Stored data:
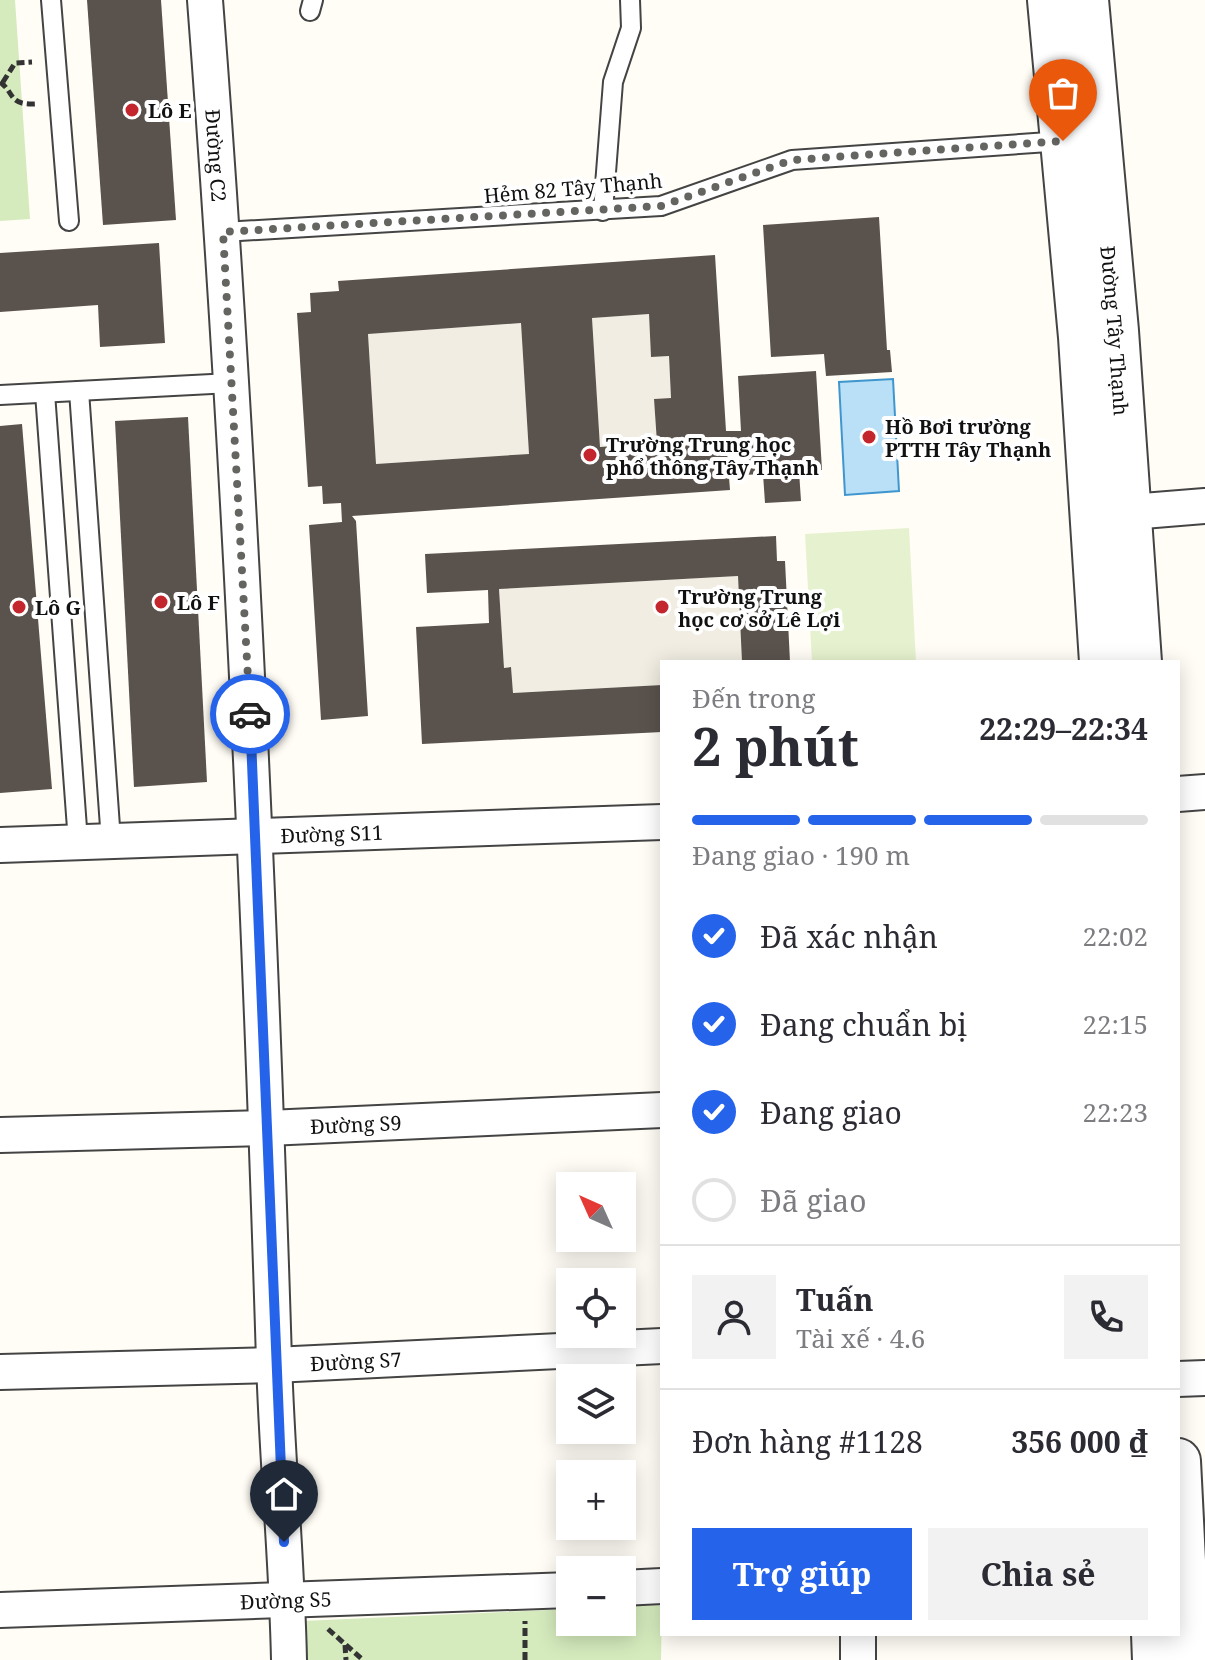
<!DOCTYPE html>
<html lang="vi">
<meta charset="utf-8">
<style>
body{margin:0;font-family:"Noto Serif",serif;background:#f2f2f3;color:#2b2b33;height:100vh;display:flex;flex-direction:column;font-size:30px;white-space:nowrap}
*{box-sizing:border-box;margin:0}
p{font-size:26px;color:#7c7c81}
.icon{flex:none;width:44px;height:44px;fill:none;stroke:currentColor;stroke-width:2;stroke-linecap:round;stroke-linejoin:round}
.map{position:relative;flex:1;overflow:hidden}
.sheet{position:absolute;left:660px;top:660px;width:520px;height:976px;display:flex;flex-direction:column;background:#fff;border-radius:0px;box-shadow:0 4px 20px #0003}
.sheet>*{flex:none}
.needle{width:52px;rotate:315deg}
.buttons{position:absolute;left:556px;top:1172px;display:grid;gap:16px}
.buttons a{display:grid;place-items:center;width:80px;height:80px;border-radius:0px;background:#fff;box-shadow:0 4px 20px #0003;font-size:40px}
.pin{position:absolute;display:grid;place-items:center;width:68px;height:68px;color:#fff;margin:-82px -34px;border-radius:50% 50% 50% 0;rotate:-45deg;box-shadow:0 0 8px #0007}
.pin .icon{rotate:45deg}
.courier{position:absolute;display:grid;place-items:center;width:80px;height:80px;margin:-40px;border:6px solid #2563eb;border-radius:50%;background:#fff;color:#222;box-shadow:0 2px 10px #0007}
.summary em{font-style:normal;font-weight:700}
.summary div{display:flex;flex-direction:column-reverse}
.summary{display:flex;align-items:center;justify-content:space-between;height:136px;padding:0 32px}
h1{font-size:52px;font-weight:700;line-height:60px}
.bar{display:grid;grid-template-columns:repeat(4,1fr);gap:12px 8px;align-content:center;height:96px;padding:0 32px}
.bar i{height:10px;border-radius:6px;background:#e1e1e2}
.bar .selected{background:#2563eb}
.bar p{grid-column:span 4}
.line{display:flex;align-items:center;gap:20px;padding:0 32px;border-top:2px solid #e1e1e2}
.line div{flex:1}
.round{display:grid;place-items:center;flex:none;width:84px;height:84px;border-radius:0px;background:#f2f2f3}
ol{padding:0 32px;list-style:none}
li{display:flex;align-items:center;gap:24px;height:88px}
li p{margin-inline-start:auto}
li .icon{padding:8px;border-radius:50%;background:#2563eb;color:#fff;stroke-width:4}
li:last-child{color:#7c7c81}
li i{width:44px;height:44px;border:4px solid #e1e1e2;border-radius:50%}
.action{display:flex;gap:16px;margin-top:auto;padding:16px 32px}
.action a{flex:1;height:92px;border-radius:0px;background:#2563eb;color:#fff;font-size:32px;font-weight:700;line-height:92px;text-align:center}
.action a+a{background:#f2f2f3;color:#2b2b33}
.map>svg:first-child{display:block}
.green{fill:#d5ebbd}
.pitch{fill:#e6f2cf}
.plaza{fill:#f1ede2}
.water{fill:#b9e0f7;stroke:#3f96cf;stroke-width:2}
.building{fill:#5a524d;fill-rule:evenodd}
.lines{fill:none;stroke-linecap:round;stroke-linejoin:round}
.service-casing{stroke:#444;stroke-width:22}
.minor-casing{stroke:#444;stroke-width:38}
.tertiary-casing{stroke:#444;stroke-width:48}
.path{stroke:#333;stroke-width:5;stroke-dasharray:8 4;stroke-linecap:butt}
.service{stroke:#fff;stroke-width:18}
.minor{stroke:#fff;stroke-width:34}
.tertiary{stroke:#fff;stroke-width:44}
.done{stroke:#646461;stroke-width:8;stroke-dasharray:0 14.4}
.route{stroke:#2563eb;stroke-width:10}
.poi-dot{fill:#c4262e;stroke:#fff;stroke-width:3}
.labels{text-anchor:middle;dominant-baseline:central;stroke-width:8;stroke-linejoin:round;paint-order:stroke}
.poi-label{font-size:20px;font-weight:bold;fill:#111;stroke:#fff;text-anchor:start}
.street-label{font-size:20px;fill:#111;stroke:#fff}
</style>
<div class="map">
<svg width="1205" height="1660" viewBox="0 0 1205 1660">
<rect width="100%" height="100%" fill="#fffdf5"/>
<g class="green">
<path d="M0,0H15L30,219L0,221Z"/>
<path d="M662,1605L661,1660H303L302,1621L570,1609V1622H622V1606Z"/>
</g>
<path class="pitch" d="M909,528L916,662H812L805,534Z"/>
<g class="plaza">
<path d="M649,314L651,357L669,356L671,398L654,399L657,443L600,447L592,318Z"/>
<path d="M521,323L529,454L376,464L368,334Z"/>
<path d="M738,576L742,662H662V685L513,693L511,667L504,668L499,589Z"/>
</g>
<path class="water" d="M893,379L899,491L845,495L839,382Z"/>
<g class="building">
<path d="M87,0H161L176,220L103,225Z"/>
<path d="M879,217L887,350H890L892,372L826,376L824,354L771,357L763,225Z"/>
<path d="M159,243L165,343L100,347L98,305L0,312V253Z"/>
<path d="M715,255L726,431H741L738,376L816,371L822,470L799,471L801,501L765,503L763,474L743,475L742,450L727,451L730,490L352,516L356,521L368,716L321,720L309,525L342,522L341,503L323,504L322,486L308,487L297,313L311,312L310,293L339,291L338,281ZM649,314L651,357L669,356L671,398L654,399L657,443L600,447L592,318ZM521,323L529,454L376,464L368,334Z"/>
<path d="M188,417L207,782L134,787L115,421Z"/>
<path d="M22,424L52,789L0,793V426Z"/>
<path d="M776,536L777,561H785L790,662H742L738,576L499,589L504,668L511,667L513,693L662,685V732L422,744L416,627L489,623L488,590L427,593L425,554Z"/>
</g>
<g class="lines">
<g class="service-casing">
<g id="service">
<path d="M51,0L69,221"/>
<path d="M310,11L313,0"/>
<path d="M603,211L613,82L631,28L630,0"/>
<path d="M223,232L661,206L792,160L1063,141"/>
<path d="M79,391L111,841"/>
<path d="M45,393L78,842"/>
<path d="M0,395L231,383"/>
</g>
</g>
<g class="minor-casing">
<g id="minor">
<path id="s1" d="M205,0C240,453 260,906 274,1360C277,1460 287,1560 289,1660"/>
<path d="M1106,514L1205,506"/>
<path d="M1178,794L1205,792"/>
<path id="s2" d="M0,845L662,822"/>
<path id="s3" d="M0,1135L268,1128L662,1110"/>
<path id="s4" d="M0,1372L274,1365L662,1346"/>
<path d="M1178,1379L1205,1378"/>
<path d="M622,1588L662,1586"/>
<path id="s5" d="M0,1610L570,1590"/>
<path d="M858,1634V1660"/>
</g>
</g>
<g class="tertiary-casing">
<g id="tertiary">
<path d="M1050,0L1081,337L1102,662"/>
<path id="s6" d="M1086,0L1116,331L1139,662"/>
<path d="M1178,1461L1188,1660"/>
<path d="M1154,1634L1155,1660"/>
</g>
</g>
<g class="path">
<path d="M0,82C15,93 8,105 35,104"/>
<path d="M3,82L15,63L32,62"/>
<path d="M328,1629L363,1660"/>
<path d="M345,1645L346,1660"/>
<path d="M525,1660V1621"/>
</g>
<use href="#service" class="service"/>
<use href="#minor" class="minor"/>
<use href="#tertiary" class="tertiary"/>
</g>
<g class="lines">
<path class="done" d="M250,714L223,232L661,206L792,160L1063,141"/>
<path class="route" d="M250,714L284,1542"/>
</g>
<g class="poi-dot">
<circle cx="132" cy="110" r="8"/>
<circle cx="869" cy="437" r="8"/>
<circle cx="590" cy="455" r="8"/>
<circle cx="161" cy="602" r="8"/>
<circle cx="19" cy="607" r="8"/>
<circle cx="662" cy="607" r="8"/>
</g>
<g class="labels">
<g class="poi-label">
<text x="148" y="110">Lô E</text>
<text x="885" y="426">Hồ Bơi trường<tspan x="885" dy="23">PTTH Tây Thạnh</tspan></text>
<text x="606" y="444">Trường Trung học<tspan x="606" dy="23">phổ thông Tây Thạnh</tspan></text>
<text x="678" y="596">Trường Trung<tspan x="678" dy="23">học cơ sở Lê Lợi</tspan></text>
<text x="177" y="602">Lô F</text>
<text x="35" y="607">Lô G</text>
</g>
<g class="street-label">
<text stroke="none"><textPath href="#s1" startOffset="156">Đường C2</textPath></text>
<text transform="translate(573 188) rotate(-5)">Hẻm 82 Tây Thạnh</text>
<text stroke="none"><textPath href="#s6" startOffset="332">Đường Tây Thạnh</textPath></text>
<text stroke="none"><textPath href="#s2" startOffset="332">Đường S11</textPath></text>
<text stroke="none"><textPath href="#s3" startOffset="356">Đường S9</textPath></text>
<text stroke="none"><textPath href="#s4" startOffset="356">Đường S7</textPath></text>
<text stroke="none"><textPath href="#s5" startOffset="286">Đường S5</textPath></text>
</g>
</g>
</svg>
<div class="buttons">
<a><svg class="needle" viewBox="-14 -14 28 28"><path d="M0-13l5 13h-10z" fill="#e53935"/><path d="M0 13l5-13h-10z" fill="#7c7c81"/></svg></a>
<a><svg class="icon" aria-label="locate" viewBox="0 0 24 24"><circle cx="12" cy="12" r="6"/><path d="M12 2v4M12 18v4M2 12h4M18 12h4"/></svg></a>
<a><svg class="icon" aria-label="layers" viewBox="0 0 24 24"><path d="M12 4l9 5-9 5-9-5zM3 14l9 5 9-5"/></svg></a>
<a>+</a>
<a>−</a>
</div>
<div class="pin" style="left:1063px;top:141px;background:#ea580c"><svg class="icon" aria-label="bag" viewBox="0 0 24 24"><path d="M5 8h14l-1 12H6zM9 8a3 3 0 0 1 6 0"/></svg></div>
<div class="pin" style="left:284px;top:1542px;background:#1f2937"><svg class="icon" aria-label="home" viewBox="0 0 24 24"><path d="M3 11l9-7 9 7M6 9v11h12V9"/></svg></div>
<div class="courier" style="left:250px;top:714px"><svg class="icon" aria-label="car" viewBox="0 0 24 24"><path d="M5 17H2v-5l4-1 3-4h7l3 4 3 1v5h-3M9 17h6M6 11h13"/><circle cx="7" cy="17" r="2"/><circle cx="17" cy="17" r="2"/></svg></div>
<section class="sheet">
<div class="summary"><div><h1>2 phút</h1><p>Đến trong</p></div><em>22:29–22:34</em></div>
<div class="bar"><i class="selected"></i><i class="selected"></i><i class="selected"></i><i></i><p>Đang giao · 190 m</p></div>
<ol>
<li><svg class="icon" aria-label="check" viewBox="0 0 24 24"><path d="M5 12l5 5 9-10"/></svg>Đã xác nhận<p>22:02</p></li>
<li><svg class="icon" aria-label="check" viewBox="0 0 24 24"><path d="M5 12l5 5 9-10"/></svg>Đang chuẩn bị<p>22:15</p></li>
<li><svg class="icon" aria-label="check" viewBox="0 0 24 24"><path d="M5 12l5 5 9-10"/></svg>Đang giao<p>22:23</p></li>
<li><i></i>Đã giao</li>
</ol>
<div class="line" style="height:144px"><a class="round"><svg class="icon" aria-label="person" viewBox="0 0 24 24"><circle cx="12" cy="8" r="4"/><path d="M4 21q1-7 8-7t8 7"/></svg></a><div><b>Tuấn</b><p>Tài xế · 4.6</p></div><a class="round"><svg class="icon" aria-label="phone" viewBox="0 0 24 24"><path d="M5 4h4l2 5-3 2q2 4 5 5l2-3 5 2v4C11 20 4 13 5 4z"/></svg></a></div>
<div class="line" style="height:104px"><div>Đơn hàng #1128</div><b>356 000 ₫</b></div>
<div class="action"><a>Trợ giúp</a><a>Chia sẻ</a></div>
</section>
</div>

▶ **INSTRUCTIONS TO FOLLOW**
The lines to show are those in the data above that include "selected".

▶ **SOLVED EXERCISE**
.bar .selected{background:#2563eb}
<div class="bar"><i class="selected"></i><i class="selected"></i><i class="selected"></i><i></i><p>Đang giao · 190 m</p></div>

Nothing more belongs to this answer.